マジボ、“全員卒業ライブ”で完全燃焼!「以上、中学生と高校生のラップグループ、MAGiC BOYZでした、バイバイ!」

■「大変なこともたくさんあったけど、それを上回って、楽しいことが多かったし、この4人だったから、ここまでこれたと思います」(MAGiC BOYZ マヒロ)

マヒロの卒業への意向を受けて、トーマ、リュウト、ジョーを含めたメンバー全員の卒業と、グループの終了を発表したMAGiC BOYZ。そのグループとしてのラストライブとなる『MAGiC BOYZ iTTAN FiNAL』が、7月16日に行われた。

40度近い炎天下の中、会場となる渋谷SOUND MUSEUM VISIONのある道玄坂にはホーミー(マジボファンの呼称)による長蛇の列ができ、マジボとしての最後の勇姿をその目に焼き付けようと、その開場を今か今かと待ちわびている。

そして、BGMとして流れていたマジボのフルアルバム『第一次成長期~Baby to Boy~』が鳴り止み、舞台裏から4人のライブ前の掛け声が聴こえると、会場を埋め尽くした超満員のファンからは大きな歓声が上がった。

ライブは、彼らのデビューシングルである「MAGiC SPELL~かけちゃうぞ!ぴっぴっぴっ~」からスタート。メンバーもミュージックビデオやCDジャケットで着用していたマントを身に着け、過去と現在を結びつけるような演出で登場。続く「マジボのテーマ~Baby to Boy~」ではDJジョーがターンテーブルでのスクラッチでスキルをアピールし、その成長ぶりを見せた。

トーマの「これがラストライブ、最後までついてこい!」というシャウトから「illson feat.NIPPS、オカモトレイジ(OKAMOTO’S)」へ展開すると、スクリーンにはトーマ、リュウト、マヒロの3人が中学生の頃に撮られた、この曲のミュージックビデオが映し出され、まだまだあどけない表情を見せる映像の彼らと、身長やラップスキルなど、すべての面でパワーアップした舞台上の姿がオーバーラップする。

ベテランラップグループ、餓鬼レンジャーとのコラボで制作された「10000000000YEN」での、ジェラルミンケースから取り出した札束をメンバーが客席へ投げるパフォーマンスや、EAST END×YURIのYURIをフィーチャリングしたことも大きな話題となったMAGiC BOYZ×YURIでの「パーリーしようよ」での丹念な聴かせるラップなど、これまでのコラボワークを披露していくマジボ。

そのなかには「Disの極みメガネ」ことDOTAMAとのコラボで制作された、マヒロがソロを取る「イラッとするコト」、静岡出身のトーマがソロでお茶の良さを広める、DJみそしるとMCごはんとのコラボ曲「お茶の国から」、「これまでのことが無駄じゃないってことをここで証明するぜ!」というシャウトにふさわしい、これまでのマジボでの経験を活かした、リュウトの高いラップスキルが光る、SKY-HIとのコラボ作「1,2,3」など、メンバーのソロ楽曲でも、これまでの経験をオーディエンスに見せていく。

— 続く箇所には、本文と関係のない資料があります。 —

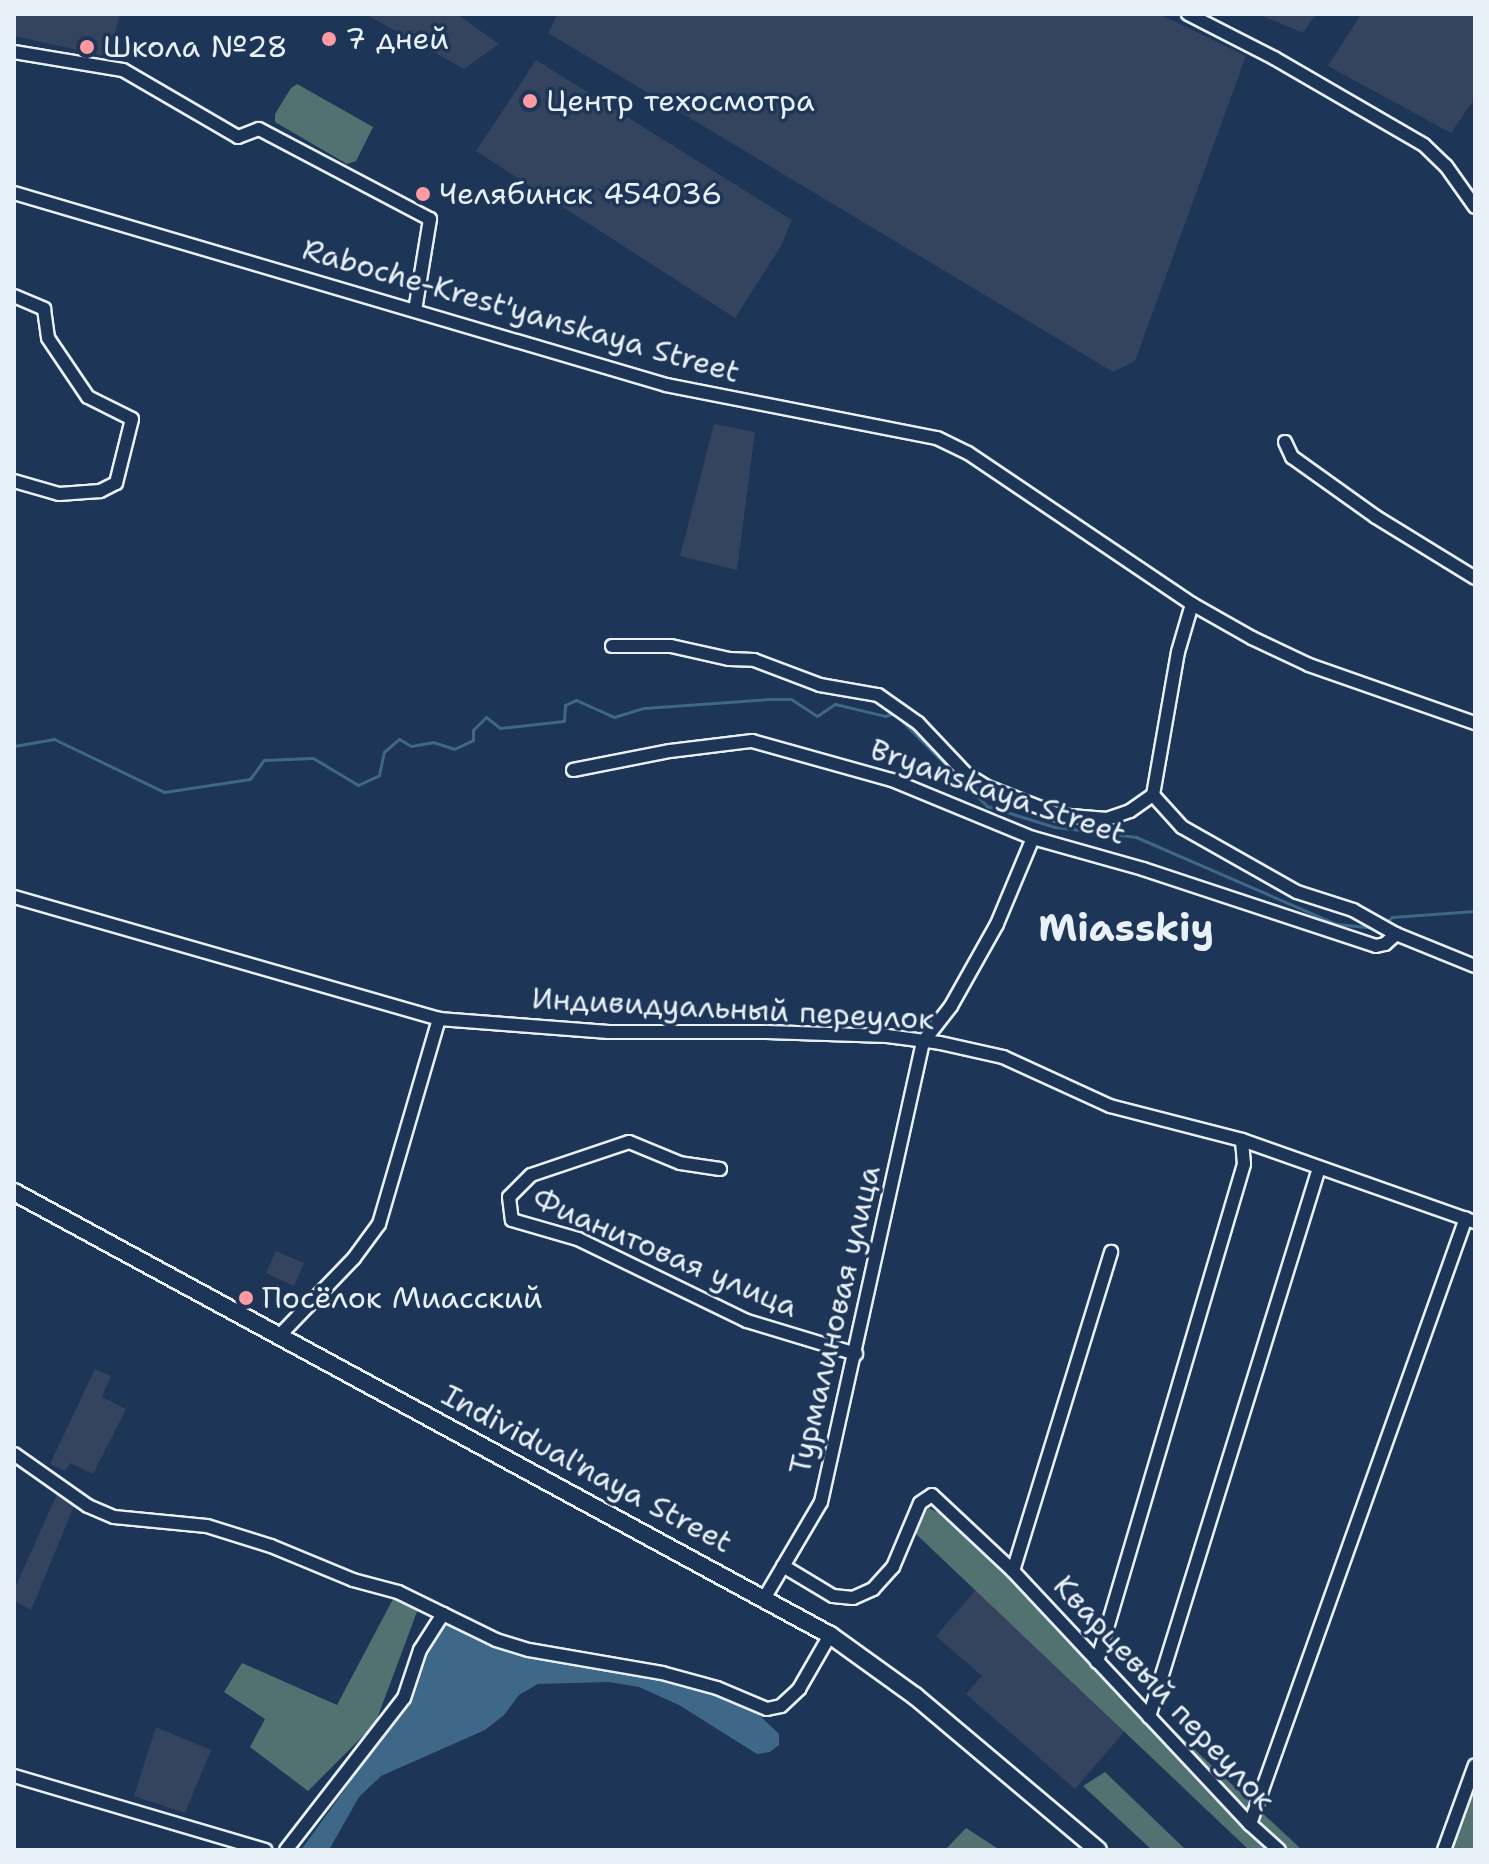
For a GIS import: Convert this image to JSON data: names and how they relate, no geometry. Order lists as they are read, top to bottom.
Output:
{
  "streets": {
    "main road": ["Individual'naya Street"],
    "street": [
      "Raboche-Krest'yanskaya Street",
      "Bryanskaya Street",
      "Индивидуальный переулок",
      "Фианитовая улица",
      "Турмалиновая улица",
      "Кварцевый переулок"
    ]
  },
  "crossings": [
    ["Индивидуальный переулок", "Турмалиновая улица"],
    ["Фианитовая улица", "Турмалиновая улица"],
    ["Турмалиновая улица", "Individual'naya Street"],
    ["Турмалиновая улица", "Кварцевый переулок"]
  ],
  "districts": ["Miasskiy"],
  "places": [
    "7 дней",
    "Школа №28",
    "Центр техосмотра",
    "Челябинск 454036",
    "Посёлок Миасский"
  ]
}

ここまで40分で13曲を披露するタイトなライブを進行させた、汗だくのメンバーがいったん退場すると、会場のスクリーンには2014年11月24日の『EBiDAN39&KiDS 星男祭2014』でのマジボとしてのデビューライブから、2016年3月の『リアル中2 卒業パーティー』でのフウト、ユウトの卒業映像、『カニへ西へ』などの自主イベント、そして『申し訳AFTERNOON』や『M/E/G/A』などの武者修行的なライブまで、これまでのマジボの歩みが映し出される。

アディダスのセットアップという、由緒正しいヒップホップスタイルに着替えて舞台に登場したメンバーは、「モンストカードゲーム」のルールソングとして制作され、YouTubeにアップされている「YAREBA.E.JAN.HOKA-GO」を披露し、再びライブをスタートさせる。

「ホーミー、『iTTAN FiNAL』楽しんでるか!」という掛け声から、アッパーな「DK GO!!!」になだれ込み、会場からは「ちょっと男子!」という曲中でのコールが上がる。そして、トーマの「僕らの曲が聴けるのはこれが最後!」というシャウトに続いて、Migosなどの最新のトラップミュージックマナーを取り入れた「俺の髪は黒」を披露。この曲や「DK GO!!!」「Do The D-D-T!!!」など、J-POPの皮をかぶりながら、TRAPやLeftfield Bass、JUKEなどを取り入れた、異常に先端性の高い楽曲でリスナーを震撼させた、マジボ楽曲が聴けなくなるのはあまりにも惜しい……。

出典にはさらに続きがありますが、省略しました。